If you've never made yogurt before and are wondering about *that* part of the operation, it couldn't be simpler. Bring almost a quart of milk to 180 degrees (if you don't have a thermometer, that's the point just before it's boiling, where you've got tiny bubbles around the edge and a very thin skin). The reason it's *almost* a quart is because you are going to mix in some yogurt to make a quart. Then cool your milk back down to about room temperature, or at least just barely warm. Now get your clean quart jar or clean old yogurt container and pour a little milk into it and add about 3-4 tablespoons of plain yogurt (I have had success with cheap generic brands and organic alike, just try to get some without any additives, like gelatin) and mix it together. Then add the rest of your cooled milk and give it a good stir. Now you are ready to incubate!

Friday, November 19, 2010

Soup Glorious Soup

I have been loving soup lately, much to the chagrin of my family. My husband says that meat should not be in liquid. He thinks it should all be cooked on an open flame. Whatever. We're not charros.
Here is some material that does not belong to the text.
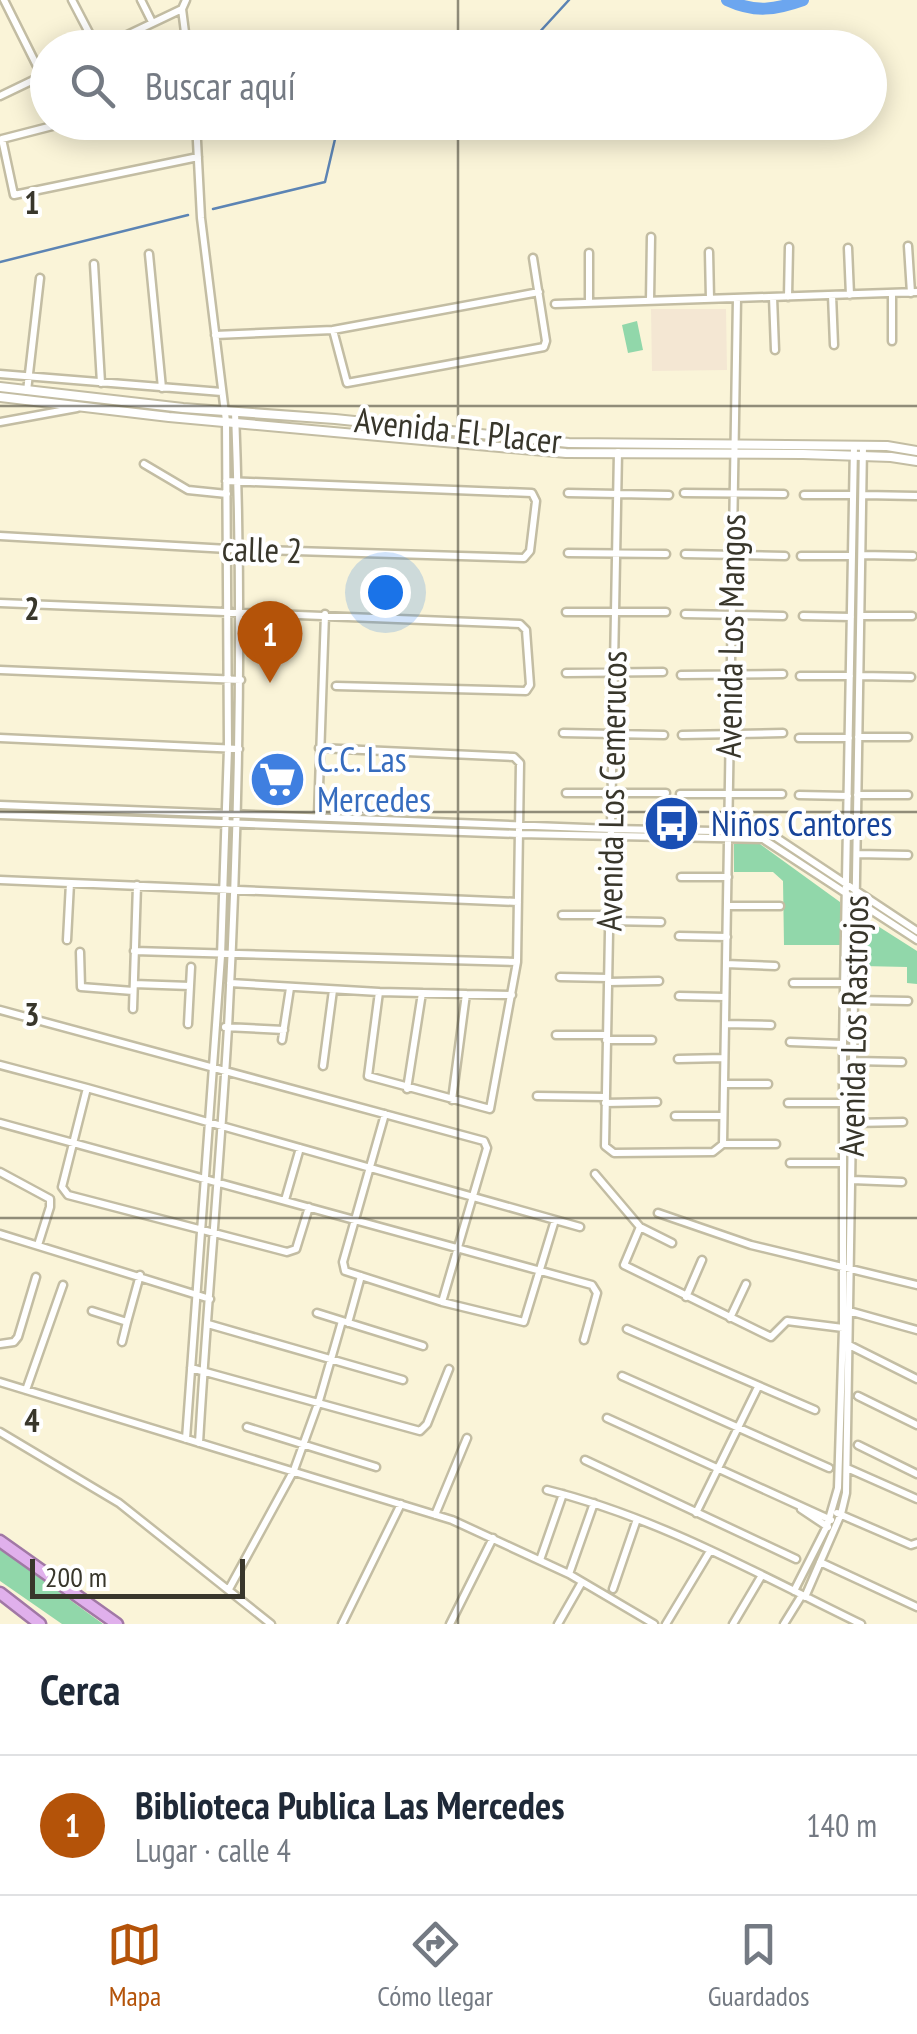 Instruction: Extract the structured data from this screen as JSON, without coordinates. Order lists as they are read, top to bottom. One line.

Anyway, good soup requires good broth. Here's how to make broth the easy way... Whenever you cut up an onion, carrot, or celery (or parsnip or turnip for those who eat more veggies than us) save ALL the scraps (papery onion skins and ugly ends included) and put them in a gallon ziploc in the freezer. Also, if parsley or other fresh herbs starts to get wilted, put that in there. Any time you have any chicken scraps, cooked or uncooked, put them in there too; the leftover bones, skins, etc. Especially if you have a roasted chicken put the carcass in there. Also put the gizzards and innards in there (no need to cook). When it gets full, put everything in a big stock pot and cover with about an inch of water. Don't worry if you don't have a lot of celery or parsley or whatever in the mix; it's different each time and it will taste fine. I never waste good new veggies making broth--only scraps. (Save your ziploc and just put it back in the freezer to start filling again.) Put some bay leaves in there. Simmer for about 4 hours. When you see the scum, skim it off. (I don't think it would hurt you, but my intuition says to remove it.) When the broth is nice and brown, let it cool and strain all the stuff out--discard. You can also season at this point with salt, pepper, and herbs, or just leave it and season when you use it. I glean any meat bits for soup. Put the fresh broth in a big bowl and chill overnight. That way you can remove all the congealed oil. (Again, not bad for you, but greasy broth seems less appealing.) Then freeze in quart bags or quart yogurt containers. Now you have delicious homemade (FREE) broth with no msg or thickeners or stabilizers and whatnot. When you make soup with it, usually you can add water to it and still have plenty of flavor.